INFORMATION SUPPLIED:
^^^^^^^^

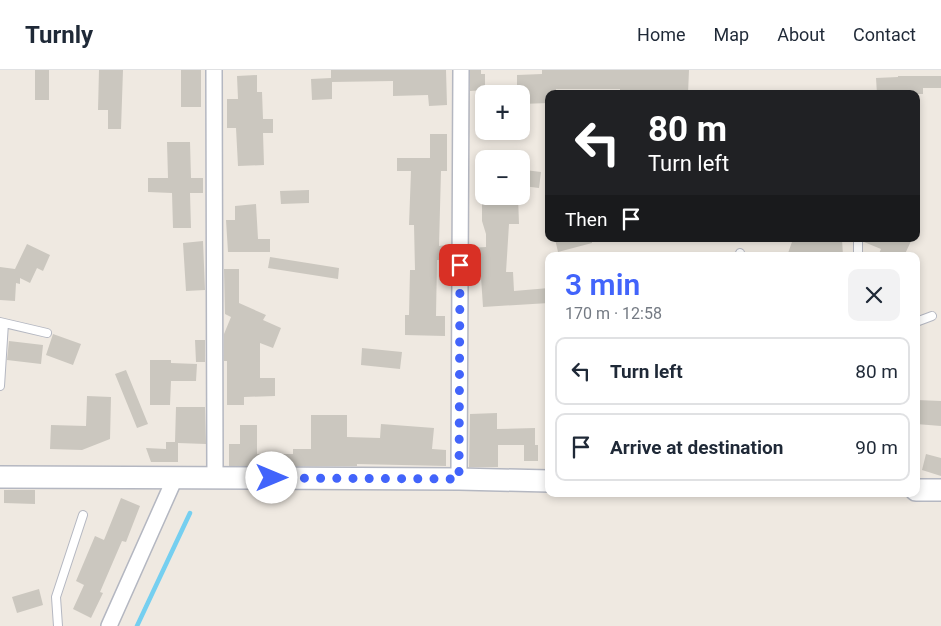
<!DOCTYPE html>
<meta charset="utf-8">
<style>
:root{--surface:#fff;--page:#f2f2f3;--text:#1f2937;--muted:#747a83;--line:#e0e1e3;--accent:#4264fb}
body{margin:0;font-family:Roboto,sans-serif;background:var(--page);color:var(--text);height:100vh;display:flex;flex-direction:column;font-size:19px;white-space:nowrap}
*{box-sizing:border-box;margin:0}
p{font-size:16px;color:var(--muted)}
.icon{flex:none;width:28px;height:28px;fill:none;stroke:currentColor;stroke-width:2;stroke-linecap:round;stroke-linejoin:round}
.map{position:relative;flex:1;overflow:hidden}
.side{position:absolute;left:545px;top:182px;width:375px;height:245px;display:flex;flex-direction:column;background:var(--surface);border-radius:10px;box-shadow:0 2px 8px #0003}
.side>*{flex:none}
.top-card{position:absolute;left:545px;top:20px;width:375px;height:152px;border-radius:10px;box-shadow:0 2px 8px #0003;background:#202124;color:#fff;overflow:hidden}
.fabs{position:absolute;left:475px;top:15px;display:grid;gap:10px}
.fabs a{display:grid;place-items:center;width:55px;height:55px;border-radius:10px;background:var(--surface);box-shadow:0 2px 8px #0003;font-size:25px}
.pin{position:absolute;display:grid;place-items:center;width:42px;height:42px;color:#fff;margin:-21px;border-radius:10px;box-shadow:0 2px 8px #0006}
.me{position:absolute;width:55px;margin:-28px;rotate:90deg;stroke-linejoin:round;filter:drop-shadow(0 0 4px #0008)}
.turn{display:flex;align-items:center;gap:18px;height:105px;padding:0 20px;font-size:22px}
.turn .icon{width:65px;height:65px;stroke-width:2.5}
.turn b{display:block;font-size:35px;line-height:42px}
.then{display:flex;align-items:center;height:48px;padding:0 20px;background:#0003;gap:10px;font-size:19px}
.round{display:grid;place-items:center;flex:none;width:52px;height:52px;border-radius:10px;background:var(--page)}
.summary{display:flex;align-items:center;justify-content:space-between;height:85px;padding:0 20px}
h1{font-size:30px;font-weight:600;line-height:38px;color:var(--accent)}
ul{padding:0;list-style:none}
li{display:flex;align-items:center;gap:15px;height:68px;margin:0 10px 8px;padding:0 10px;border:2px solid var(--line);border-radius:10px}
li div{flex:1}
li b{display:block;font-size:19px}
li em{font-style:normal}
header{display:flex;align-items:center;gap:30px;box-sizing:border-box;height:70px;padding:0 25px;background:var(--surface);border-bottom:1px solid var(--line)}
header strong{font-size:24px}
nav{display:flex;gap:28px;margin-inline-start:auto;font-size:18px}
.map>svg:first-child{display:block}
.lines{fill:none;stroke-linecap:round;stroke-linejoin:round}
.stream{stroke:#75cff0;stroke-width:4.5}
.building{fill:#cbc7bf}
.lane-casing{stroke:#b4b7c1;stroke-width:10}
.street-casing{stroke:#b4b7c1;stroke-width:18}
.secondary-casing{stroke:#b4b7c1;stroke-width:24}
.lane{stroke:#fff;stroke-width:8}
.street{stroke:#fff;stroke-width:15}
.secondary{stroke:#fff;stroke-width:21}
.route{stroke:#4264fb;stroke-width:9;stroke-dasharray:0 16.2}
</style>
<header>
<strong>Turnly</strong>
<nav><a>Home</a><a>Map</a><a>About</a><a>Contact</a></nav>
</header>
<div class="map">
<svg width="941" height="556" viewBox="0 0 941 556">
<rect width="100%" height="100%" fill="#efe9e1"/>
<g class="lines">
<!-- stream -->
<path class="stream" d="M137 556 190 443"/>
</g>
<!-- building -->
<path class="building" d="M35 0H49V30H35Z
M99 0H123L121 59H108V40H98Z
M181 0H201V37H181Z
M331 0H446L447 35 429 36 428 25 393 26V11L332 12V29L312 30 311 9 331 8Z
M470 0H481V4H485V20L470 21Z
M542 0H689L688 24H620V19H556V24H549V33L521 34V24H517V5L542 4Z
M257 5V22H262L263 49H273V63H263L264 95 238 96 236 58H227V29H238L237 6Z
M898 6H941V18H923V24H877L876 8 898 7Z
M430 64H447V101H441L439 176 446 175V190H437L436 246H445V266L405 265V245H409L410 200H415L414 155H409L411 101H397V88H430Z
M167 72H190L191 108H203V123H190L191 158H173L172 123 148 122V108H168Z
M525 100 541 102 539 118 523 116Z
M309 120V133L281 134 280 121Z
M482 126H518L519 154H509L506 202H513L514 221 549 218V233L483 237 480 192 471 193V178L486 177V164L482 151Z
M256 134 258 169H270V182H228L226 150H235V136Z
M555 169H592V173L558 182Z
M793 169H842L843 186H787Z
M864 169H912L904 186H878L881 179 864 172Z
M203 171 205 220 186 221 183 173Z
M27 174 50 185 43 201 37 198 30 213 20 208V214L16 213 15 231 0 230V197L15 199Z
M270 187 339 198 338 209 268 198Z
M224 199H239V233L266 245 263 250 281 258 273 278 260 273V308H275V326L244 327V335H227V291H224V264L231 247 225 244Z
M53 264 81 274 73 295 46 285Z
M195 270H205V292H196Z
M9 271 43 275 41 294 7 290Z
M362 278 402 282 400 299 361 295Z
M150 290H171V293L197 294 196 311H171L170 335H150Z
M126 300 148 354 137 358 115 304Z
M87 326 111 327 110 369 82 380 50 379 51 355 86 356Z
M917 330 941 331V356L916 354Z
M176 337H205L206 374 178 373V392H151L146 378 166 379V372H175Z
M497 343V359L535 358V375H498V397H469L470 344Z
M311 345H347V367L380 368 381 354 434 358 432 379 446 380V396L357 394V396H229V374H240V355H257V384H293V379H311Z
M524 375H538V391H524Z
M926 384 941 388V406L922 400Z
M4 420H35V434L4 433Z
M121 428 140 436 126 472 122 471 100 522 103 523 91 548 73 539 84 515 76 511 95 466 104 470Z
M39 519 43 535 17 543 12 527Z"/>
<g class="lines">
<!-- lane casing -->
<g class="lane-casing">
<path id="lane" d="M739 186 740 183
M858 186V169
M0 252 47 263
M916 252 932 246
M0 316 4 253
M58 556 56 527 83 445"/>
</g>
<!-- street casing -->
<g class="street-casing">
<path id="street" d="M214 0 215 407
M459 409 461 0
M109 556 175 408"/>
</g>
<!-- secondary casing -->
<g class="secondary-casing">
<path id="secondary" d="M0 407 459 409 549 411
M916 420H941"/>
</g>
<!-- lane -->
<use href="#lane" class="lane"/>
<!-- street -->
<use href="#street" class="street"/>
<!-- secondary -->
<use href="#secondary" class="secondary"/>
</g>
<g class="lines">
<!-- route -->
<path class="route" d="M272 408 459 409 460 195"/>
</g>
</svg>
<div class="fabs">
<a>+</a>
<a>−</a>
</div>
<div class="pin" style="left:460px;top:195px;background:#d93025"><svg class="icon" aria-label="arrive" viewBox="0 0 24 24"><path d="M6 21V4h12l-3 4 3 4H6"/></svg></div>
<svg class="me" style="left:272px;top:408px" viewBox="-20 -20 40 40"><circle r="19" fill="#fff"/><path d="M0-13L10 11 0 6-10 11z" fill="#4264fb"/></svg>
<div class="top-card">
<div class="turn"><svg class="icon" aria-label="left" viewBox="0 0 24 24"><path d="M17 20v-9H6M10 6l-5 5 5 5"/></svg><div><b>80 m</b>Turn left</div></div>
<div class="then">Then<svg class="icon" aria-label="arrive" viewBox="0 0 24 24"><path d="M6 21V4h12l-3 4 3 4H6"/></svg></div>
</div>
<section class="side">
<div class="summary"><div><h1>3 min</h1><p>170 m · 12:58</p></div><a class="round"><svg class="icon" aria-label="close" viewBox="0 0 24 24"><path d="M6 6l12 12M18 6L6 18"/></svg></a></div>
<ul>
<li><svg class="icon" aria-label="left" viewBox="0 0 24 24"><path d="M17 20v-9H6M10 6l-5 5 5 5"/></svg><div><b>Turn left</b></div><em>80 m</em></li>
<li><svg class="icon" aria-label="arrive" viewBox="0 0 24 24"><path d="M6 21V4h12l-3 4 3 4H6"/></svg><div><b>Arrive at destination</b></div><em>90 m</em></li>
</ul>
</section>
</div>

^^^^^^^^

Count the lines in the records above that contain the word "hidden", and reply with only that number.

2